My hands come to my face and I struggle over which direction to go in. Where do you begin figuring out a way forward when it seems everything's beyond your control?
If it's not the label dictating my life, it's this mysterious entity trying to destroy me.
Tyson gathers me in his arms, enclosing around me in a cocoon of instant warmth. I let myself melt into him like I had earlier when I first arrived. His embrace has the same effect—it calms the fears quelling inside me.
The panic. The stress. All the bad things invading my head and making it impossible to think.
"Thank you," I murmur.
"For what, princess?"
"Being the mountain I need to rest on sometimes." I nuzzle my face against his chest, which is surprisingly comfortable. "I get why you were monitoring the camera systems. Especially when Tommy made me cut contact. But I don't get Shawn. How could he hate me this much?"

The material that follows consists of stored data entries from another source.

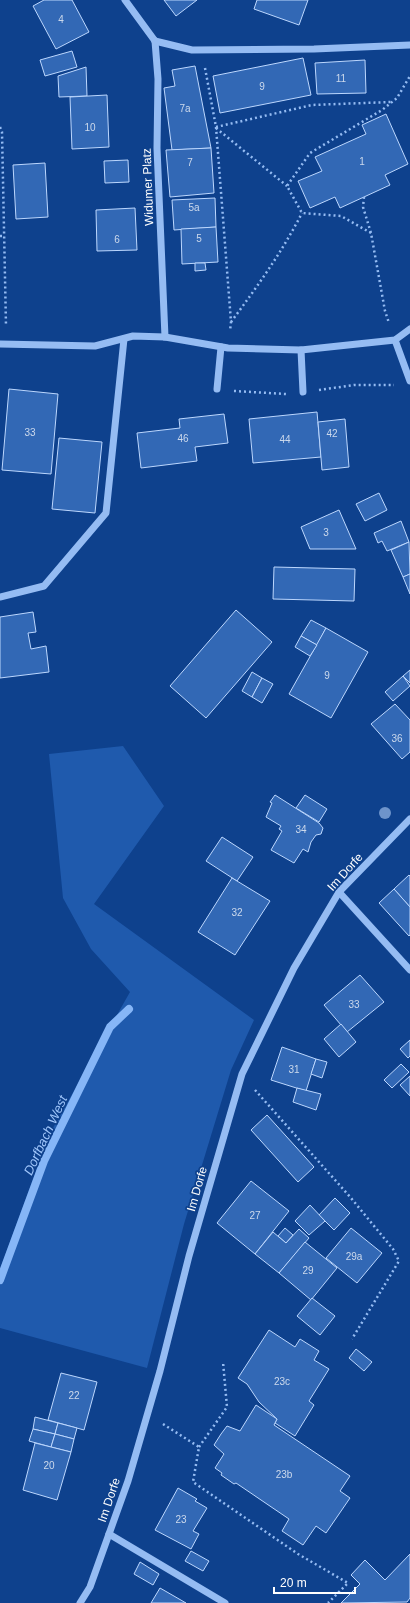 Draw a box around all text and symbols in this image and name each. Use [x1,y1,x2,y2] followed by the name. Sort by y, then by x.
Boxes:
[58,14,64,25] house number: 4
[336,73,347,84] house number: 11
[259,81,265,92] house number: 9
[179,103,191,114] house number: 7a
[84,122,96,133] house number: 10
[140,148,156,226] street label: Widumer Platz
[359,156,365,167] house number: 1
[187,157,193,168] house number: 7
[188,202,200,213] house number: 5a
[196,233,202,244] house number: 5
[114,234,120,245] house number: 6
[24,427,36,438] house number: 33
[326,428,338,439] house number: 42
[177,433,189,444] house number: 46
[279,434,291,445] house number: 44
[323,527,329,538] house number: 3
[324,670,330,681] house number: 9
[391,733,403,744] house number: 36
[295,824,307,835] house number: 34
[324,850,366,894] street label: Im Dorfe
[231,907,243,918] house number: 32
[348,999,360,1010] house number: 33
[288,1064,300,1075] house number: 31
[21,1092,71,1177] water label: Dorfbach West
[184,1165,210,1213] street label: Im Dorfe
[249,1210,261,1221] house number: 27
[346,1251,363,1262] house number: 29a
[302,1265,314,1276] house number: 29
[274,1376,290,1387] house number: 23c
[68,1390,80,1401] house number: 22
[43,1460,55,1471] house number: 20
[276,1469,293,1480] house number: 23b
[95,1476,123,1524] street label: Im Dorfe
[175,1514,187,1525] house number: 23
[274,1569,355,1595] scale bar
[280,1576,307,1590] text: 20 m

"Money talks. And resentment grows. From the emails, it seems he was growing bitter for a while. Probably pissed you were the bigger name."
"Tommy told me it was a contract. His team and my team staged a meeting. Which means I wasted four years of my life on him. I was convinced I was in love while he was trying to milk a PR relationship. I was so naive!"
"How would you know?" he asks. He frames my face in his large hands to force my gaze up to his. "You were young. New to fame. It sounds like it was your first real relationship."
Though everything Tyson says is true—I was young and I was inexperienced and easily taken advantage of in an industry of vultures—it's hard to accept the truth.
Shawn played me.
And Tommy and the label facilitated it.
They commodified my romantic life as another part of my brand.
It worked. So much of my discography are songs written about Shawn and our relationship.
"I want to take back the narrative," I say, covering his hands with mine—or as much as I can given our size difference. "How can I take back control and make them pay, Goliath?"
"We'll do it together," he promises. "We're going to catch the person that's behind all of this. We're going to make sure Shawn's held accountable for his role. Then we're going to free you from Tommy and the label. You'll be a free woman with nobody after you."
"All of that sounds too good to be true."
He drops a sweet kiss onto my lips. "Not too good to be true, princess. Just gonna take some work. Are you up for it?"